H (66) and W (52) were married for 21 years, with three children. The liquid assets were £933,495, with £552,900 of equity in the FMH, and both parties held USS pensions with CEVs of c.£1.18m (H) and c.£243,000 (W). H sought a straightforward equal division of the liquid assets and a PSO to equalise income in retirement. W sought a partial offset of her right to a PSO in order to retain the FMH.
The judgment contains detailed consideration of how to calculate the appropriate offset in this case. The PODE had taken an approach not referred to in the PAG report, using the mean of the 'full value' and CEVs and then adjusting for tax and utility. This was rejected by the judge in preference of the PAG suggested method of using the 'full value' alone.

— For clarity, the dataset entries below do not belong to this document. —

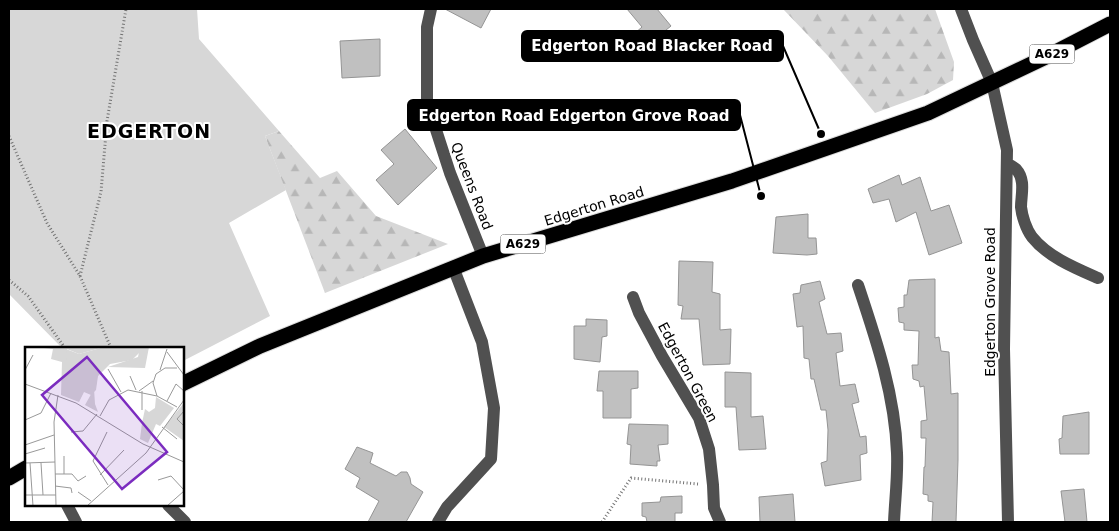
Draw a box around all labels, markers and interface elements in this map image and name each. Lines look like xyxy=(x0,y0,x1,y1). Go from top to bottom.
callout: Edgerton Road Blacker Road xyxy=(522,31,783,61)
text: Edgerton Road Blacker Road xyxy=(531,37,773,55)
road number: A629 xyxy=(1030,44,1074,64)
callout: Edgerton Road Edgerton Grove Road xyxy=(408,100,740,130)
text: Edgerton Road Edgerton Grove Road xyxy=(418,107,730,125)
district label: EDGERTON xyxy=(87,120,211,142)
street label: Queens Road xyxy=(448,140,496,232)
street label: Edgerton Road xyxy=(542,183,646,229)
street label: Edgerton Grove Road xyxy=(982,227,998,377)
road number: A629 xyxy=(500,234,546,253)
street label: Edgerton Green xyxy=(655,319,721,425)
inset map xyxy=(25,347,184,506)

Utility calculations had not been provided for offsetting figures based on this method in the initial report by the PODE. Whilst it is for the court to determine the appropriate utility adjustment, if any, there is a clear warning to practitioners that where offsetting is considered it is incumbent on parties and representatives to ensure a range of calculations (on a sliding scale of percentages) are provided to the court to assist in this determination. The judge helpfully sets out at -- the factors feeding into his conclusion as to the appropriate utility adjustment.
As a final note of caution, the judgment makes clear that this was an 'extraordinary case'. The parties’ middle child had died in tragic circumstances in 2020, and W’s arguments for retention of the FMH were driven by welfare considerations for their youngest child. The judge accepted that the first consideration to the child’s welfare had an 'exaggerated aspect' in the circumstances. He emphasised that the case fell within a minority of cases in which offsetting other than by consent was appropriate.